** Work to complete **
From the entries below, please output exactly the lines starting at the one containing "ctx.font = font" and ending at the one containing "[60,1302,61,1319]", both included.

########

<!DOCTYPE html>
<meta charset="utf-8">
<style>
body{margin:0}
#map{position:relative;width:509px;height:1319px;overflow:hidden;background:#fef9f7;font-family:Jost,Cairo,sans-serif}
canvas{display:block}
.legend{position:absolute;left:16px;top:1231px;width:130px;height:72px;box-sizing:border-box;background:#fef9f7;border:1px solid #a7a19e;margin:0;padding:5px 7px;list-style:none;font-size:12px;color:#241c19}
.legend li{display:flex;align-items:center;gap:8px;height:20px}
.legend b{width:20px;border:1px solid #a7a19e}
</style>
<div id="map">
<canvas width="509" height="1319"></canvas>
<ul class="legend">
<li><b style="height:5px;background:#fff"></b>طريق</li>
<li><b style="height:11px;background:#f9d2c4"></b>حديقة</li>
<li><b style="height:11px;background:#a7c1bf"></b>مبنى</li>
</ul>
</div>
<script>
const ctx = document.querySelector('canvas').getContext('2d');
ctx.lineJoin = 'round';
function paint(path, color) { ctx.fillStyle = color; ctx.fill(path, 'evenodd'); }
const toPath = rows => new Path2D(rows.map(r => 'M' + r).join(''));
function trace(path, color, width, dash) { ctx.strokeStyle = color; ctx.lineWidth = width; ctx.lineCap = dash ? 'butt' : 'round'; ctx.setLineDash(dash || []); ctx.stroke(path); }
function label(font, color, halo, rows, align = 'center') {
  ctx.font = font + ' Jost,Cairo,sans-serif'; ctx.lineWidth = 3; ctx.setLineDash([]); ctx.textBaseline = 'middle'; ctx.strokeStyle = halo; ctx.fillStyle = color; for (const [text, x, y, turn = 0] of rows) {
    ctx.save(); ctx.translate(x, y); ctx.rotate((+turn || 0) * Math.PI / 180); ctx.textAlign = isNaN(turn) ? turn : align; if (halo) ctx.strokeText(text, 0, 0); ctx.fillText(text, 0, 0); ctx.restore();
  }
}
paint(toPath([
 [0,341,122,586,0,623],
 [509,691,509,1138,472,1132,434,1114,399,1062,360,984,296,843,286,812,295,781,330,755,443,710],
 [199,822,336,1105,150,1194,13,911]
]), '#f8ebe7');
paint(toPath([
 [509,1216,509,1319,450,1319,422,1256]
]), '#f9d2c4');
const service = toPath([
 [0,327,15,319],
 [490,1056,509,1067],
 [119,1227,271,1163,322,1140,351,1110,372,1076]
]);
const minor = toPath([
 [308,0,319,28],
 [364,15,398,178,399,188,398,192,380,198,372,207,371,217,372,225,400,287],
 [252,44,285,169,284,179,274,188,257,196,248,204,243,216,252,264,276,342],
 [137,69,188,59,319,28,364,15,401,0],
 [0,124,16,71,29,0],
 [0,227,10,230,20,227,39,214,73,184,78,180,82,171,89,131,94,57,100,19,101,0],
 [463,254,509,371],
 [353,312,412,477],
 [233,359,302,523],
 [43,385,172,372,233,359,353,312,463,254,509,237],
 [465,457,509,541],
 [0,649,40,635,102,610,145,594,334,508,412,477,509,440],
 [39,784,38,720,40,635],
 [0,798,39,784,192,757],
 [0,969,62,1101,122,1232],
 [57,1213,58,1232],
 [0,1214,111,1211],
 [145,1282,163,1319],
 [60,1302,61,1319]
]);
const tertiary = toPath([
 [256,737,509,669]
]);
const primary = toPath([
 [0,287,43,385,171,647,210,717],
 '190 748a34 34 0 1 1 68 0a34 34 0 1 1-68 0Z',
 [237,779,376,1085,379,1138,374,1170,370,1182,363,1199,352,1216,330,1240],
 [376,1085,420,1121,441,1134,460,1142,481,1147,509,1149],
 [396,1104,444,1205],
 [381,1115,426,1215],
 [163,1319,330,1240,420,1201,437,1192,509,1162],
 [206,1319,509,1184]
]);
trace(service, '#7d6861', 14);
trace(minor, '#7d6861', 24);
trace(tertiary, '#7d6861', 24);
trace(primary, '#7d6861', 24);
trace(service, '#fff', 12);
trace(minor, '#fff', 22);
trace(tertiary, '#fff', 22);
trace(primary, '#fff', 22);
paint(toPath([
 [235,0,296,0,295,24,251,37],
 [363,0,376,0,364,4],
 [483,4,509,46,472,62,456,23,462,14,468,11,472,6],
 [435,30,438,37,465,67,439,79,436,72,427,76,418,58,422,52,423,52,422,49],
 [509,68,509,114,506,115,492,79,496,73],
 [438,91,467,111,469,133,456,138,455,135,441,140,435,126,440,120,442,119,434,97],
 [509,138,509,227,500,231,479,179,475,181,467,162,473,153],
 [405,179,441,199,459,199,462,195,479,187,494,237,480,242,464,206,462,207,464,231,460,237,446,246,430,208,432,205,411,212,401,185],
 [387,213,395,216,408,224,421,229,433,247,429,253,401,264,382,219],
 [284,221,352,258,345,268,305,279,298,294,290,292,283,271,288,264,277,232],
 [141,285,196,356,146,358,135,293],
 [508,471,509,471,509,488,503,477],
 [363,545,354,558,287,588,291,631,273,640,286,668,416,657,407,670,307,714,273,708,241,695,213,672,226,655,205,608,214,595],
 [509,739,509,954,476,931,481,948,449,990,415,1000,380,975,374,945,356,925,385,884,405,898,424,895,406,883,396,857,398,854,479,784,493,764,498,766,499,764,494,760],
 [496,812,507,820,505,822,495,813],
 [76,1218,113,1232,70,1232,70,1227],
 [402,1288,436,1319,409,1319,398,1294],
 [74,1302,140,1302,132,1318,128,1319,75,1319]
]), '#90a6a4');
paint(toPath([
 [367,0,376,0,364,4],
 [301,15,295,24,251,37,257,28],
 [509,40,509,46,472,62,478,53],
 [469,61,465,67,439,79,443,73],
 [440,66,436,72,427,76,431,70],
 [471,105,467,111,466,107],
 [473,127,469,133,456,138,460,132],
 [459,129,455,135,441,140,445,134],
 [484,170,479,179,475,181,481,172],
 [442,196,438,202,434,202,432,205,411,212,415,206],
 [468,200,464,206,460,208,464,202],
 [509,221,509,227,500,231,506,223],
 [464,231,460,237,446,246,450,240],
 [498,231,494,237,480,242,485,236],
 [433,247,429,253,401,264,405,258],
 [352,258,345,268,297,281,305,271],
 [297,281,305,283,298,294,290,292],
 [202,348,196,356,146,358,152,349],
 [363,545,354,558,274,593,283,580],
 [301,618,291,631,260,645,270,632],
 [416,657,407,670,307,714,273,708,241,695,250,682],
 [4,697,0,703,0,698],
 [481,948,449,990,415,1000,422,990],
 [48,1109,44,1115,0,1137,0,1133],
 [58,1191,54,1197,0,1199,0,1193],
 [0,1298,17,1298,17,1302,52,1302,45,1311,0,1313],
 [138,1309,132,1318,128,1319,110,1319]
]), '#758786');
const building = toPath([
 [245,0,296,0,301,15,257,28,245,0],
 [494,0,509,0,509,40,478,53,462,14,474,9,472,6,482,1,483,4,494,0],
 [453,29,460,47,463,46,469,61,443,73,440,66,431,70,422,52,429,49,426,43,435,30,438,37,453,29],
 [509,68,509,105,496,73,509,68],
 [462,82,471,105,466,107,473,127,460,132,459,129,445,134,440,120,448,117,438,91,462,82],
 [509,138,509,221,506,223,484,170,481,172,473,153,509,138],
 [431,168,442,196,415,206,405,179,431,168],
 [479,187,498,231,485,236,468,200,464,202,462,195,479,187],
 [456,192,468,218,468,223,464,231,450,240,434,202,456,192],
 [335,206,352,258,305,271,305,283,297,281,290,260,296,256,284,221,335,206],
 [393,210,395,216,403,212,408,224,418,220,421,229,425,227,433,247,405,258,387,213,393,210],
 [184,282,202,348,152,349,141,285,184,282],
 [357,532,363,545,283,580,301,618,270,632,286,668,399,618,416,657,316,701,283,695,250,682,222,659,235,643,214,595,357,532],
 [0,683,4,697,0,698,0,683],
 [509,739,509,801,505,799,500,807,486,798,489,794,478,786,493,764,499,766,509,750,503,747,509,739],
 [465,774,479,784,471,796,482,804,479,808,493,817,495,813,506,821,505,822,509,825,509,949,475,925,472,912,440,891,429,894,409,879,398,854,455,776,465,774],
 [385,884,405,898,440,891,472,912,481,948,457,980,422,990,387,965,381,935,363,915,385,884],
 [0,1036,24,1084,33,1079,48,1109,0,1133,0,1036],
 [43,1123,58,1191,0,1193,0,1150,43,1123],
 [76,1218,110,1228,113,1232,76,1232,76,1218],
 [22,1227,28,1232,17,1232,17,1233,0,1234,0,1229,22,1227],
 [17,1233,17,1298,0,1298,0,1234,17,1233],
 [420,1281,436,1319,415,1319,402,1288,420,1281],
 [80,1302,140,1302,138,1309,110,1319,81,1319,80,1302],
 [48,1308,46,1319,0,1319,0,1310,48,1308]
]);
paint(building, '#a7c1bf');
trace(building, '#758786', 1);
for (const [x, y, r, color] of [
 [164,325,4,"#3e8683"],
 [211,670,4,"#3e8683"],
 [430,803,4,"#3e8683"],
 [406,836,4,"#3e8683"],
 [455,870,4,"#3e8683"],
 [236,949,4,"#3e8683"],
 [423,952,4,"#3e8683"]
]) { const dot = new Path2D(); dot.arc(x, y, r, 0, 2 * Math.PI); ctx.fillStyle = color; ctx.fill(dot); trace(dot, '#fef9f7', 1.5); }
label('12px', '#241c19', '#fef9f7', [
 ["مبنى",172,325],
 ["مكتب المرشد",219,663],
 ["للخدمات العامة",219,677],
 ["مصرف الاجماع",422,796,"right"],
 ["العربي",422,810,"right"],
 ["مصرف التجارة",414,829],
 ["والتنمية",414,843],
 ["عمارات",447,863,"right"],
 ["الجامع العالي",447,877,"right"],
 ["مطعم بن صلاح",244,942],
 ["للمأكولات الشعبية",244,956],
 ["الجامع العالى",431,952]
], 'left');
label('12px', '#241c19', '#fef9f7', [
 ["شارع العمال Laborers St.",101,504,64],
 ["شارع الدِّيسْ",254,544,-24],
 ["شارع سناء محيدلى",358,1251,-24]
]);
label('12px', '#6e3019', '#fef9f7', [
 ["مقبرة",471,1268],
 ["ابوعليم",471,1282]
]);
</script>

########

** Written answer **
  ctx.font = font + ' Jost,Cairo,sans-serif'; ctx.lineWidth = 3; ctx.setLineDash([]); ctx.textBaseline = 'middle'; ctx.strokeStyle = halo; ctx.fillStyle = color; for (const [text, x, y, turn = 0] of rows) {
    ctx.save(); ctx.translate(x, y); ctx.rotate((+turn || 0) * Math.PI / 180); ctx.textAlign = isNaN(turn) ? turn : align; if (halo) ctx.strokeText(text, 0, 0); ctx.fillText(text, 0, 0); ctx.restore();
  }
}
paint(toPath([
 [0,341,122,586,0,623],
 [509,691,509,1138,472,1132,434,1114,399,1062,360,984,296,843,286,812,295,781,330,755,443,710],
 [199,822,336,1105,150,1194,13,911]
]), '#f8ebe7');
paint(toPath([
 [509,1216,509,1319,450,1319,422,1256]
]), '#f9d2c4');
const service = toPath([
 [0,327,15,319],
 [490,1056,509,1067],
 [119,1227,271,1163,322,1140,351,1110,372,1076]
]);
const minor = toPath([
 [308,0,319,28],
 [364,15,398,178,399,188,398,192,380,198,372,207,371,217,372,225,400,287],
 [252,44,285,169,284,179,274,188,257,196,248,204,243,216,252,264,276,342],
 [137,69,188,59,319,28,364,15,401,0],
 [0,124,16,71,29,0],
 [0,227,10,230,20,227,39,214,73,184,78,180,82,171,89,131,94,57,100,19,101,0],
 [463,254,509,371],
 [353,312,412,477],
 [233,359,302,523],
 [43,385,172,372,233,359,353,312,463,254,509,237],
 [465,457,509,541],
 [0,649,40,635,102,610,145,594,334,508,412,477,509,440],
 [39,784,38,720,40,635],
 [0,798,39,784,192,757],
 [0,969,62,1101,122,1232],
 [57,1213,58,1232],
 [0,1214,111,1211],
 [145,1282,163,1319],
 [60,1302,61,1319]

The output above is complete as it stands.